Submitted by redskieslookfake at 2013-01-04 05:03:29 EST (#)

you still unemployed whysie?

Submitted by grÜeMaster emeritus and uberlord supreme at 2013-01-04 04:53:28 EST (#)

as long as you're happy

Submitted by redskieslookfake at 2013-01-04 04:52:03 EST (#)

I think I'd catch the latter from the former.

Submitted by grÜeMaster emeritus and uberlord supreme at 2013-01-04 04:46:31 EST (#)

i suppose, having had both, you can make such a decision with confidence

Submitted by redskieslookfake at 2013-01-04 04:23:11 EST (#)

the junior chemist? I'd rather get cat AIDS.

Submitted by grÜeMaster emeritus and uberlord supreme at 2013-01-04 04:14:57 EST (#)

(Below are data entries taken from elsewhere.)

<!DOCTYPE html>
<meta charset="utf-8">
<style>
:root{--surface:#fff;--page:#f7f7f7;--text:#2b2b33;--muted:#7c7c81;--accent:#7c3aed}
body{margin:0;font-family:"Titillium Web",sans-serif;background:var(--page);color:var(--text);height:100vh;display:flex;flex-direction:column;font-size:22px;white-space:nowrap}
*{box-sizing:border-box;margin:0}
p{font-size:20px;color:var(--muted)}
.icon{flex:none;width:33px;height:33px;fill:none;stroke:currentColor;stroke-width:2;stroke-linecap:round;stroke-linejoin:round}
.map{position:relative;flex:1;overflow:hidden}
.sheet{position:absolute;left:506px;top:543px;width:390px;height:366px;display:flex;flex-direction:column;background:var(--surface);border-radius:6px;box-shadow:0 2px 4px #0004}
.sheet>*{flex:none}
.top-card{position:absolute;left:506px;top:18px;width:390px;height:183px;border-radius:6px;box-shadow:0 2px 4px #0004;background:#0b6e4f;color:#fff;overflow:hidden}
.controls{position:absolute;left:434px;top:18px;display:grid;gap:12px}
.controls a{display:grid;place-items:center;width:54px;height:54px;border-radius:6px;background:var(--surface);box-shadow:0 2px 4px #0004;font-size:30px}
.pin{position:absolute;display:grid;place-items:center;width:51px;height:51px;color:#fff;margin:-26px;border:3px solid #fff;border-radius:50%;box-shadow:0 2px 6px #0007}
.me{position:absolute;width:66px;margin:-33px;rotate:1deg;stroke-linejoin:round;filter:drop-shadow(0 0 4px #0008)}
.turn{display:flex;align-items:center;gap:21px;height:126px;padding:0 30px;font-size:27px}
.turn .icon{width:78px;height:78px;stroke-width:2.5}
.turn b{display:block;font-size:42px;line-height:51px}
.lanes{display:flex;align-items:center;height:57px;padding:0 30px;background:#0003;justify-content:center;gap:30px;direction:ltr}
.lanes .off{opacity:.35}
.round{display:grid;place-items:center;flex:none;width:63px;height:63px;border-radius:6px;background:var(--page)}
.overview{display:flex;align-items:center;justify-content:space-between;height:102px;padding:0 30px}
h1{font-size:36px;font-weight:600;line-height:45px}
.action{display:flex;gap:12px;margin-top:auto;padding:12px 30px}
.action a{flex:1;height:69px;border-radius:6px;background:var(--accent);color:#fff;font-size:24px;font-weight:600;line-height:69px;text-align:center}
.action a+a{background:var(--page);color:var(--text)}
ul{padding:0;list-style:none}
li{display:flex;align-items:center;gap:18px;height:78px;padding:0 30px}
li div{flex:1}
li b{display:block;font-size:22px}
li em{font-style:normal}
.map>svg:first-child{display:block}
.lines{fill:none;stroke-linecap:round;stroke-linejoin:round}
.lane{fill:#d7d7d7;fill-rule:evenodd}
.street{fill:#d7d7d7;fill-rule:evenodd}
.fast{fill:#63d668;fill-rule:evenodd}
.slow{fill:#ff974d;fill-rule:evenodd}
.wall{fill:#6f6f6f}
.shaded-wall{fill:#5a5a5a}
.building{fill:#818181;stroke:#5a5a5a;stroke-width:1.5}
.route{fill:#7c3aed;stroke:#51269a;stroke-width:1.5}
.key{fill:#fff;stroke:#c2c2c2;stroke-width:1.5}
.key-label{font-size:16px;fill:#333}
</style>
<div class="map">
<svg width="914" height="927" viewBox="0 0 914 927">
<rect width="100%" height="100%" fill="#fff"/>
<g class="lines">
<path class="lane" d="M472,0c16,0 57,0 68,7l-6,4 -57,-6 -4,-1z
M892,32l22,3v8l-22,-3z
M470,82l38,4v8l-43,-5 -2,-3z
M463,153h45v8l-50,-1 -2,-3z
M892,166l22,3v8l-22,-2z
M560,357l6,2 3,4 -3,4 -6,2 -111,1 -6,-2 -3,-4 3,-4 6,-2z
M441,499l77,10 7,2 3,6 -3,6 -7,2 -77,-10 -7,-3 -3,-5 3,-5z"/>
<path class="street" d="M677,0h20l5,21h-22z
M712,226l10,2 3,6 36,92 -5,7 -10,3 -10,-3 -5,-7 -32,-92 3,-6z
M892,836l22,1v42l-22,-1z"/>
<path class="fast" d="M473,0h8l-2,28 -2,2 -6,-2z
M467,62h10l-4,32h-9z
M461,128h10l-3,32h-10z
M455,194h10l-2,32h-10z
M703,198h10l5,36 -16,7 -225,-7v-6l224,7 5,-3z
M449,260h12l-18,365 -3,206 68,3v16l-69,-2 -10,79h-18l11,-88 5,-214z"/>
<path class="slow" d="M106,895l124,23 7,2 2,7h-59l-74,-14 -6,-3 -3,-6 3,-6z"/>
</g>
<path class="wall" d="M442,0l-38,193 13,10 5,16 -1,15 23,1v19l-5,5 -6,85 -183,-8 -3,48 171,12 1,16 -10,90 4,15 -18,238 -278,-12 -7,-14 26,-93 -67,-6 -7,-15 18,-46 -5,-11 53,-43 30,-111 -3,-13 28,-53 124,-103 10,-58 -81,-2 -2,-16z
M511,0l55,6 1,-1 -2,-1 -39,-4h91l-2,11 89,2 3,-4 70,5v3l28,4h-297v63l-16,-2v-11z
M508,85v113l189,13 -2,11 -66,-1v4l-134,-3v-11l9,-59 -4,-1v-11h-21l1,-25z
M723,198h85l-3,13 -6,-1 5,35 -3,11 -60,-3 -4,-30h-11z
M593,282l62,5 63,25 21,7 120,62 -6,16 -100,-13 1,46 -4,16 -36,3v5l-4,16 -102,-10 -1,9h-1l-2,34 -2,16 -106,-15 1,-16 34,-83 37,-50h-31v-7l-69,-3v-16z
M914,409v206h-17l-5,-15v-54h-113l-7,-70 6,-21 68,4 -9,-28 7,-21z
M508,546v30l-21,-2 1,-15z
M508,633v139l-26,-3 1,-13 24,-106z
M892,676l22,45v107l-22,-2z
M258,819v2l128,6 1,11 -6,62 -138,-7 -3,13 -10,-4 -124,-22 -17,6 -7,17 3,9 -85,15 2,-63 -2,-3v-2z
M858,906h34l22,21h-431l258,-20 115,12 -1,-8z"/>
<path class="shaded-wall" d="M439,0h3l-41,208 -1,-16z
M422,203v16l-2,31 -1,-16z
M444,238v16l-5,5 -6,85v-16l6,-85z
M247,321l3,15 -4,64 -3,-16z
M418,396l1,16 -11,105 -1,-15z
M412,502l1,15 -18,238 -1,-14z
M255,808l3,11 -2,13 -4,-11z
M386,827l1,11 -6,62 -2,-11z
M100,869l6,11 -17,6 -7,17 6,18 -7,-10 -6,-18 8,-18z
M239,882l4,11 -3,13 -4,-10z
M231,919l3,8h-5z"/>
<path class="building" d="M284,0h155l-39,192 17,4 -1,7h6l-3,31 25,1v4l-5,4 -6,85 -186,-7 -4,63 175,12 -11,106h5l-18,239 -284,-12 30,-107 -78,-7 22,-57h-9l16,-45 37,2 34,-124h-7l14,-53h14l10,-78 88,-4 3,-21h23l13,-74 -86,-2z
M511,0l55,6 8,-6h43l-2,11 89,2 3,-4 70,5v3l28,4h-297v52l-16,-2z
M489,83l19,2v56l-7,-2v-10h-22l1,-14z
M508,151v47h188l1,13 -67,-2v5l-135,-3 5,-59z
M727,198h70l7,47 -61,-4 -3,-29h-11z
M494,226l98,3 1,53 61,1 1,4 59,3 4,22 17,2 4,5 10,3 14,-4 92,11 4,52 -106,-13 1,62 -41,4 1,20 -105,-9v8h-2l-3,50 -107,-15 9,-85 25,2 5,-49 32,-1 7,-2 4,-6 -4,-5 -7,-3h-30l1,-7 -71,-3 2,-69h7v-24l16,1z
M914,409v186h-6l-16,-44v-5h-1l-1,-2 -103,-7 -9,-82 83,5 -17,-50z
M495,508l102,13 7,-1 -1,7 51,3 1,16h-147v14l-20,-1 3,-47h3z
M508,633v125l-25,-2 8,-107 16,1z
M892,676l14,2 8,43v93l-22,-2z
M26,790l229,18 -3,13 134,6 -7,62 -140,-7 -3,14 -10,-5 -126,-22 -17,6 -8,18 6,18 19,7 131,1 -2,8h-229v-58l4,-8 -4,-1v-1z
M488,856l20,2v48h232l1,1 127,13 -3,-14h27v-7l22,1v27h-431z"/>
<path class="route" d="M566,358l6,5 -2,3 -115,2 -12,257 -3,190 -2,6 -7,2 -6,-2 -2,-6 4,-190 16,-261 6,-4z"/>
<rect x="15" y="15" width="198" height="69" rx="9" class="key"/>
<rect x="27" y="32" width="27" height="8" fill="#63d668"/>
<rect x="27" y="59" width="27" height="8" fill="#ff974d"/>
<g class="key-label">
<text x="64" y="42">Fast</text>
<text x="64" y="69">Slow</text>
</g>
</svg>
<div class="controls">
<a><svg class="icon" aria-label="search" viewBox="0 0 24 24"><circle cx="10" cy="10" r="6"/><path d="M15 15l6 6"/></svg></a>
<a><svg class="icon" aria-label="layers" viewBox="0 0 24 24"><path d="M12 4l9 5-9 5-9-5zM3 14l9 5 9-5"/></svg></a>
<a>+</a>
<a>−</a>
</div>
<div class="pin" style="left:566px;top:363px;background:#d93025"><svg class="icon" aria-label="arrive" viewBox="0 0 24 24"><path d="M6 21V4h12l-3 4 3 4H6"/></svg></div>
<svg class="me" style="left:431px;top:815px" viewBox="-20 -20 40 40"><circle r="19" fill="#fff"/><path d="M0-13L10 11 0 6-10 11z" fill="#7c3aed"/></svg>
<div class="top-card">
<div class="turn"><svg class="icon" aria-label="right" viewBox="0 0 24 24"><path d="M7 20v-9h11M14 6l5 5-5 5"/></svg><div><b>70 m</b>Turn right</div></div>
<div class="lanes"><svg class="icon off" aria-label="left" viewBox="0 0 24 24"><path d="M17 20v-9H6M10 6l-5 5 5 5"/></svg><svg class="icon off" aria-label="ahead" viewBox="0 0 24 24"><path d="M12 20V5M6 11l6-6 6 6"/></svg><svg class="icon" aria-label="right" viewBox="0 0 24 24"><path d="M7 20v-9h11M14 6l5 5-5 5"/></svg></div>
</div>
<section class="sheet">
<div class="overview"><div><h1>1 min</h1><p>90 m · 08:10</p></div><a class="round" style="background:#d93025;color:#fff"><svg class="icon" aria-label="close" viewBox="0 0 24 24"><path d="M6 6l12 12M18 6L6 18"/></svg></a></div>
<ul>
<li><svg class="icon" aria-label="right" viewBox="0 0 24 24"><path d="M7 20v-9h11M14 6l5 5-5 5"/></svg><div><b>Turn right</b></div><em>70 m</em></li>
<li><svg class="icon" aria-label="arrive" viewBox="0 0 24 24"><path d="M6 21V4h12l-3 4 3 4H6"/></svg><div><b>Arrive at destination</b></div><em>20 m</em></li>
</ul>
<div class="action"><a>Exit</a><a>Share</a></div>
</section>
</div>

he's got a wee boner for sico

Submitted by redskieslookfake at 2013-01-04 04:04:15 EST (#)

ha.

Submitted by grÜeMaster emeritus and uberlord supreme at 2013-01-04 03:37:55 EST (#)

limpet sounds jealous

Submitted by redskieslookfake at 2013-01-04 03:06:48 EST (#)

jesus christ. This is about Sico again isn't it? Get over him ffs. It's not even embarrassing any more, it's tragic.

Submitted by Quartermain at 2013-01-04 00:54:20 EST (#)
Rating: 2

I've been on both sides of this, back when I was younger. Not something I'd want to go back to.

Submitted by Yozz at 2013-01-03 22:30:46 EST (#)
Rating: -1

Insert ASCII face palm picture, here.

Submitted by Sage at 2013-01-03 22:30:31 EST (#)

Sadist, below.

Submitted by OathMeal at 2013-01-03 22:09:10 EST (#)
Rating: 1

I found it easy to masturbate to this.

Submitted by Shlongy at 2013-01-03 21:21:08 EST (#)

Amazingly enough, I still have no interest.

Submitted by grÜeMaster emeritus and uberlord supreme at 2013-01-03 20:31:13 EST (#)
Rating: 2

so i guess this is your letter to ubersite

goddamn you must be a tedious person to know

have some points!



Submitted by Sage at 2013-01-03 19:44:44 EST (#)

You could never disappoint me, Shlongy.

Submitted by Shlongy at 2013-01-03 19:37:05 EST (#)
Rating: 0

If this isn't about me, I have no interest.


Merchant:
Sir, I must strongly advise you, do not purchase this. Behind
every wish lurks grave misfortune. I, myself, was one
president of Algeria.

Homer: C'mon, pal, I don't want to hear your life story! Paw me.